There is only expected content in the rules department - I was looking for block device rules which stood out - and besides the 66-schedulers.rules - nothing unexpected - which means a default installtion.

But I am wondering about these two - because they are different.

  ID-2: /dev/sdb vendor: Western Digital model: WD10EADS-65M2B0
    size: 931.51 GiB speed: 3.0 Gb/s type: N/A serial: WD-WCAV53907900 rev: 0A01
    scheme: GPT

  ID-4: /dev/sdd type: USB vendor: Western Digital model: WD20SDRW-11VUUS0
    size: 1.82 TiB type: HDD rpm: 5400 serial: WD-WX22A205FY40 rev: 1028
    scheme: GPT

You are sure you have not accidently tested on one where it was the other?

There is no logical explanation and it is not possible for the other members or myself to reproduce this.

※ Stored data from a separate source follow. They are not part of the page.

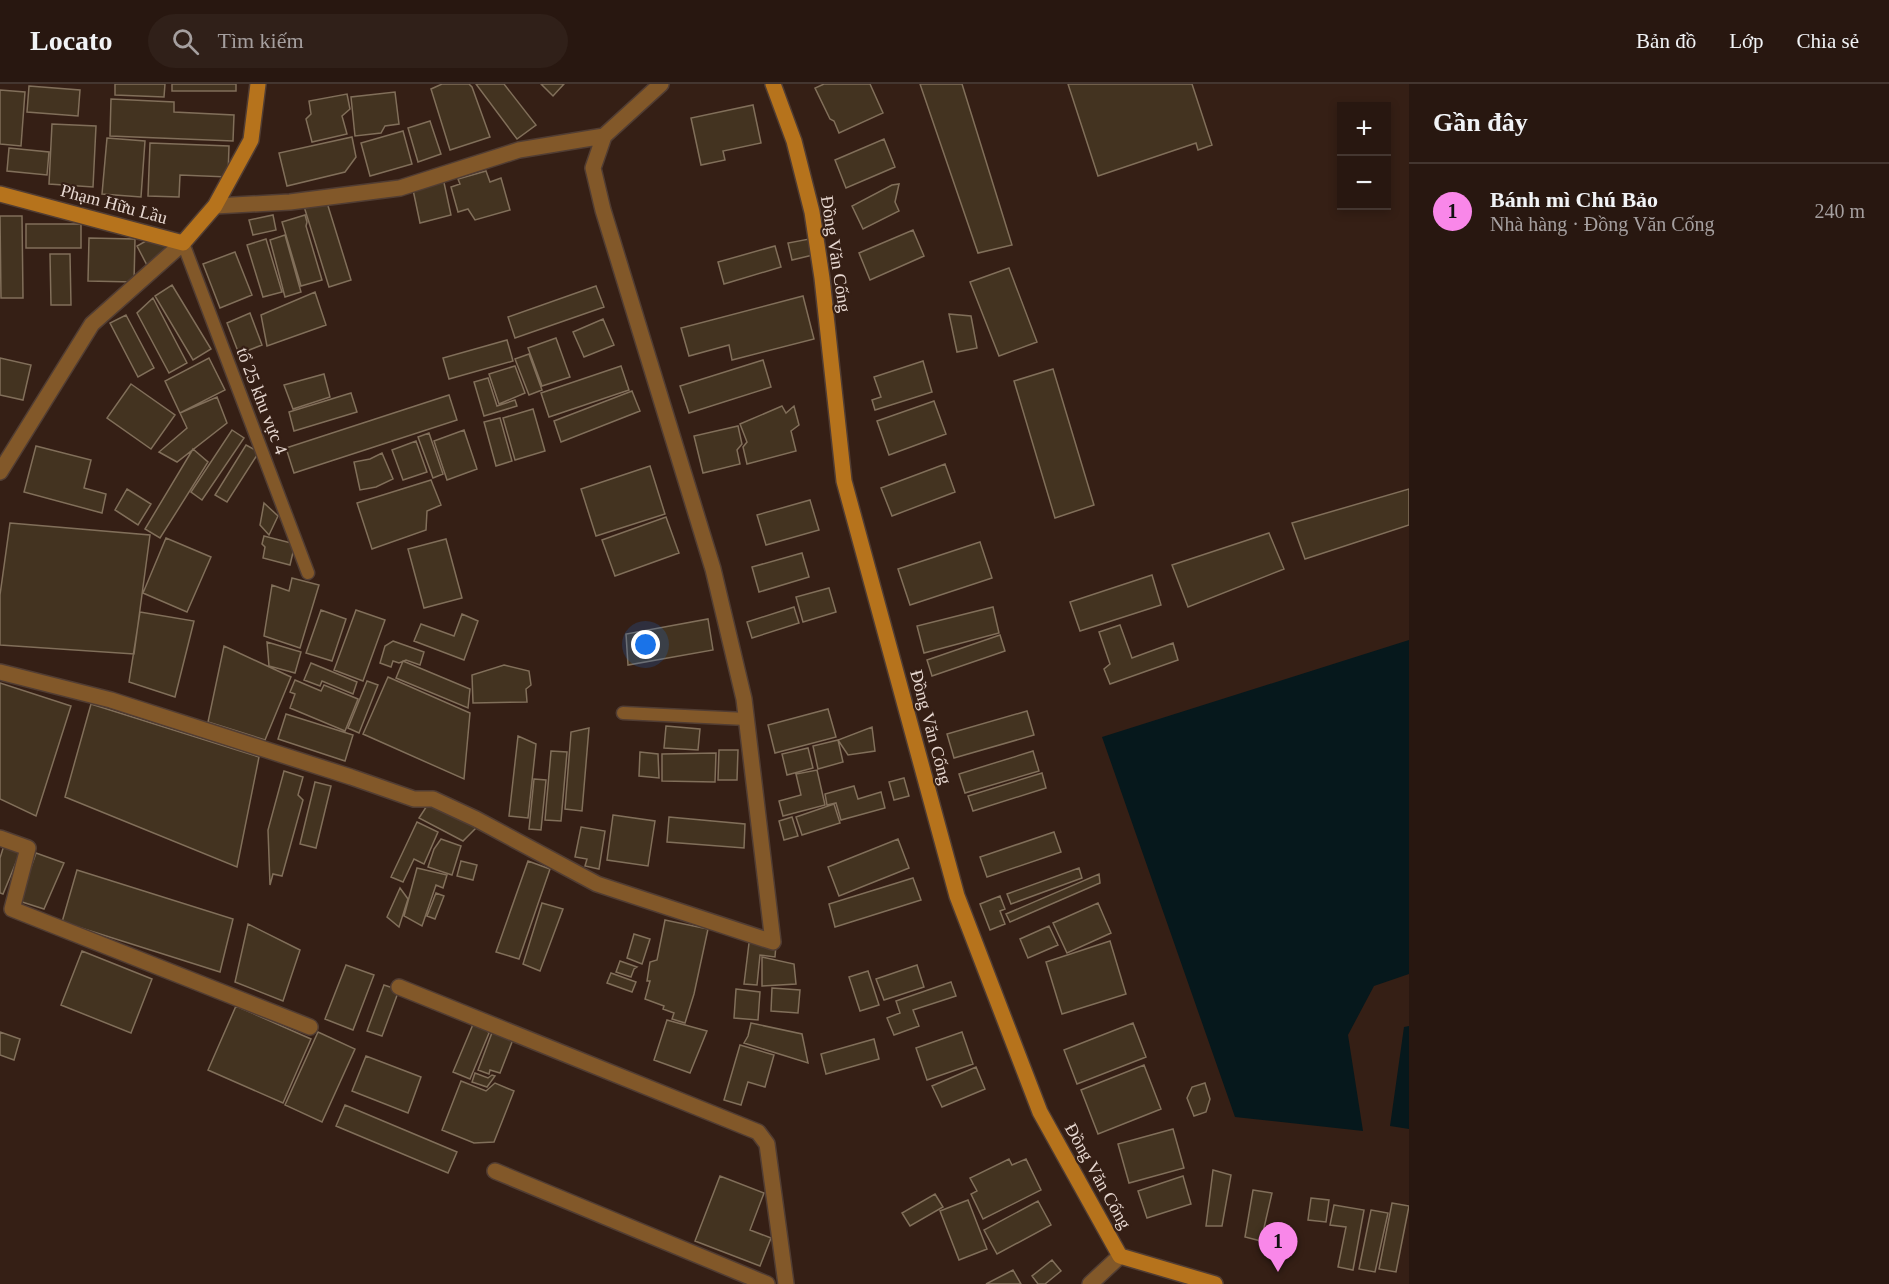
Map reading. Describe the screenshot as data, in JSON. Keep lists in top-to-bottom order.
{
  "streets": {
    "street": ["Phạm Hữu Lầu", "Đồng Văn Cống"],
    "lane": ["tổ 25 khu vực 4"]
  },
  "crossings": [
    ["Phạm Hữu Lầu", "tổ 25 khu vực 4"]
  ],
  "page": {
    "header": "Locato",
    "search": "Tìm kiếm",
    "nav": ["Bản đồ", "Lớp", "Chia sẻ"],
    "heading": "Gần đây",
    "map_buttons": ["+", "−"],
    "list": [
      {
        "mark": "1",
        "name": "Bánh mì Chú Bảo",
        "note": "Nhà hàng · Đồng Văn Cống",
        "value": "240 m"
      }
    ],
    "pins": "1"
  }
}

As you can see from the other comments - the differences are marginal - as expected. There is no :magic_wand: which can make your disk deliver data faster than it does.

And there is nothing wrong with Manjaro as such - it is a mere coincidense which there is no answer to.

I would like to know why but without hands on there is no much to do.

  Type: Desktop Mobo: Gigabyte model: P55A-UD4P serial: <superuser required>
    BIOS: Award v: F3 date: 10/16/2009

Perhaps the answer is not your WD disk but another component - I would definately test the 6.2 kernel - but as your system is an older system - perhaps installing the linux515 kernel will work better with your hardware :person_shrugging: and I am guessing - I have no idea why the disk is notable slower on one system but not the other.